With ASP.NET 4.5, lets you strongly typed data controls. Simply, assign the item type property to a model, which is connected to data controls in .aspx pages. Following code illustrate the method:

          <%# Item.Name.ToString() %>

          

Value Providers 

 It provides numerous Value Providers like Cookie, Querystring, Control Value and Session to filter the data. Even, it lets you create custom value providers.

Support for OpenID in OAuth Logins

With the help of ASP.NET 4.5, external services can be used to login to your application, like you can register OAuth provider in the App_Start/AuthConfig.cs file. The data dictionary can also be used to pass additional data.

Support for improved paging in ASP.NET 4.5 GridView control

Paging support in ASP.NET 4.5 has been enhanced. GridView control has been enhanced. ASP.NET 4.5 GridView.AllowCustomPaging property gives awesome help to paging and dealing with a lot of information productively.

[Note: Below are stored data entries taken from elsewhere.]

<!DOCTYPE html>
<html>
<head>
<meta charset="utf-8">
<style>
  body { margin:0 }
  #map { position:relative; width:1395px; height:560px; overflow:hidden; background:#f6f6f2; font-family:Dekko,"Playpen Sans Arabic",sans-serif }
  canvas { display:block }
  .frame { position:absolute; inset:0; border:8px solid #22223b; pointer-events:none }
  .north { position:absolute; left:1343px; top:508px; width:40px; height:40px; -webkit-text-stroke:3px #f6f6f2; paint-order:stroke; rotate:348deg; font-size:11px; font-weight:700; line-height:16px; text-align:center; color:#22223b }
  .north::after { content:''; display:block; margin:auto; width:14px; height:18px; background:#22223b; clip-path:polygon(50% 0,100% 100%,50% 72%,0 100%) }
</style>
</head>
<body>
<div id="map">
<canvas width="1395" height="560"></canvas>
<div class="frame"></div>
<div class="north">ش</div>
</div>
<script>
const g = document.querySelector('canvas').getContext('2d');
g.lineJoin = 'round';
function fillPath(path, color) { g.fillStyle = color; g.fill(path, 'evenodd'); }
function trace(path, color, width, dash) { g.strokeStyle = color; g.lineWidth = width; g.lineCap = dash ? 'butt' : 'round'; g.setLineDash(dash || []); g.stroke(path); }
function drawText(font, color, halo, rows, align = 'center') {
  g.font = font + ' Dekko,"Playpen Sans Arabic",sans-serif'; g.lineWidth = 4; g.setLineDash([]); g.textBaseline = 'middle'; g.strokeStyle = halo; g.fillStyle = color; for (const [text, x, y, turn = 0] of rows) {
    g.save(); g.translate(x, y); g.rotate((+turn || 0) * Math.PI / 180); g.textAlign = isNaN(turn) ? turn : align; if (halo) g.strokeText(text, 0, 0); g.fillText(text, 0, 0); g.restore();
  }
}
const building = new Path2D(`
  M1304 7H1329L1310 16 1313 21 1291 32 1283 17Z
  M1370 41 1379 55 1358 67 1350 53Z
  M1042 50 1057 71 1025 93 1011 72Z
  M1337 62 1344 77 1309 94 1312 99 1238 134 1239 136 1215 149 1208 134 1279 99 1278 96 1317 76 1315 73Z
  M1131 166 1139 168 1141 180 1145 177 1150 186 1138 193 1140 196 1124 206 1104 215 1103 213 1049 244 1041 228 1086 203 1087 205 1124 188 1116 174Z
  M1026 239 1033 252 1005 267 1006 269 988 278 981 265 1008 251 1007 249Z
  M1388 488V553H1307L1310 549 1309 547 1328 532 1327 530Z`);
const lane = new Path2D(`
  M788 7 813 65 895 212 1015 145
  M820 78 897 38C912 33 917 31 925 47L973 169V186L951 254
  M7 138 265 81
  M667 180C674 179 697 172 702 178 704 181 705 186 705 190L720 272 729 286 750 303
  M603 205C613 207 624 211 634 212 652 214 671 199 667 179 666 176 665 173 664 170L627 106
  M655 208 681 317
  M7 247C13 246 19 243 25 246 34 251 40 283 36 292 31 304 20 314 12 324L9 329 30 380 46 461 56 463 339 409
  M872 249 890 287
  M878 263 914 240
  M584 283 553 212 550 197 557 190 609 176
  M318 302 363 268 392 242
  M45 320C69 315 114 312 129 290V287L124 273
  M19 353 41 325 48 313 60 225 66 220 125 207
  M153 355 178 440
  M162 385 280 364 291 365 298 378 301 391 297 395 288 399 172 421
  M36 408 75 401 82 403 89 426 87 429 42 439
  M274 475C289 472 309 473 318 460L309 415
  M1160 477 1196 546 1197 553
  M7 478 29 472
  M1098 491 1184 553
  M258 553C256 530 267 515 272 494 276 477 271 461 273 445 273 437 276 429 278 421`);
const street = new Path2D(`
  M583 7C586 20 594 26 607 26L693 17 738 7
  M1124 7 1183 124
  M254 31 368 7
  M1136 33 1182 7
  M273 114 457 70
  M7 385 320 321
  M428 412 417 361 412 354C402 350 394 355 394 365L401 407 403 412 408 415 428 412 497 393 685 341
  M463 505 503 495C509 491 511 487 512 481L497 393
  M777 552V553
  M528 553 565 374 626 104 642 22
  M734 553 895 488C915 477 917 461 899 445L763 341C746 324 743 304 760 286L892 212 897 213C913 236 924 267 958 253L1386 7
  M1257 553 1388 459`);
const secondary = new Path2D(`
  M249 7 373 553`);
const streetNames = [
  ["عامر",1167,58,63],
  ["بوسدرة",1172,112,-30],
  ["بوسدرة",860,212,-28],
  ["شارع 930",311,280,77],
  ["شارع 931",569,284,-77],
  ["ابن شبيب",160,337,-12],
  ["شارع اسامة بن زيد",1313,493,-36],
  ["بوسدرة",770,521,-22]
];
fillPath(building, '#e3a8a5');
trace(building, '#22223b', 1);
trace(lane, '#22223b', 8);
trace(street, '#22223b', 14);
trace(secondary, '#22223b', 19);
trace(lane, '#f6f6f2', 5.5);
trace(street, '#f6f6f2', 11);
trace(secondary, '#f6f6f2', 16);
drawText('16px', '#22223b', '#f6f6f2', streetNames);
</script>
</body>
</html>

Enhanced support for asynchronous programming

ASP.NET 4.5 provides asynchronous programming support. It lets you read and write HTTP requests without OS threads and provides await and async keywords support.

Support for HTML5 form types

It also provides support to HTML5 form types like color, range, Date pickers, email, URL, number etc.

ASP.NET Web API

This is included in ASP.NET MVC 4 and ASP.NET Web Forms. ASP.NET Web API helps in building and consuming HTTP services easily.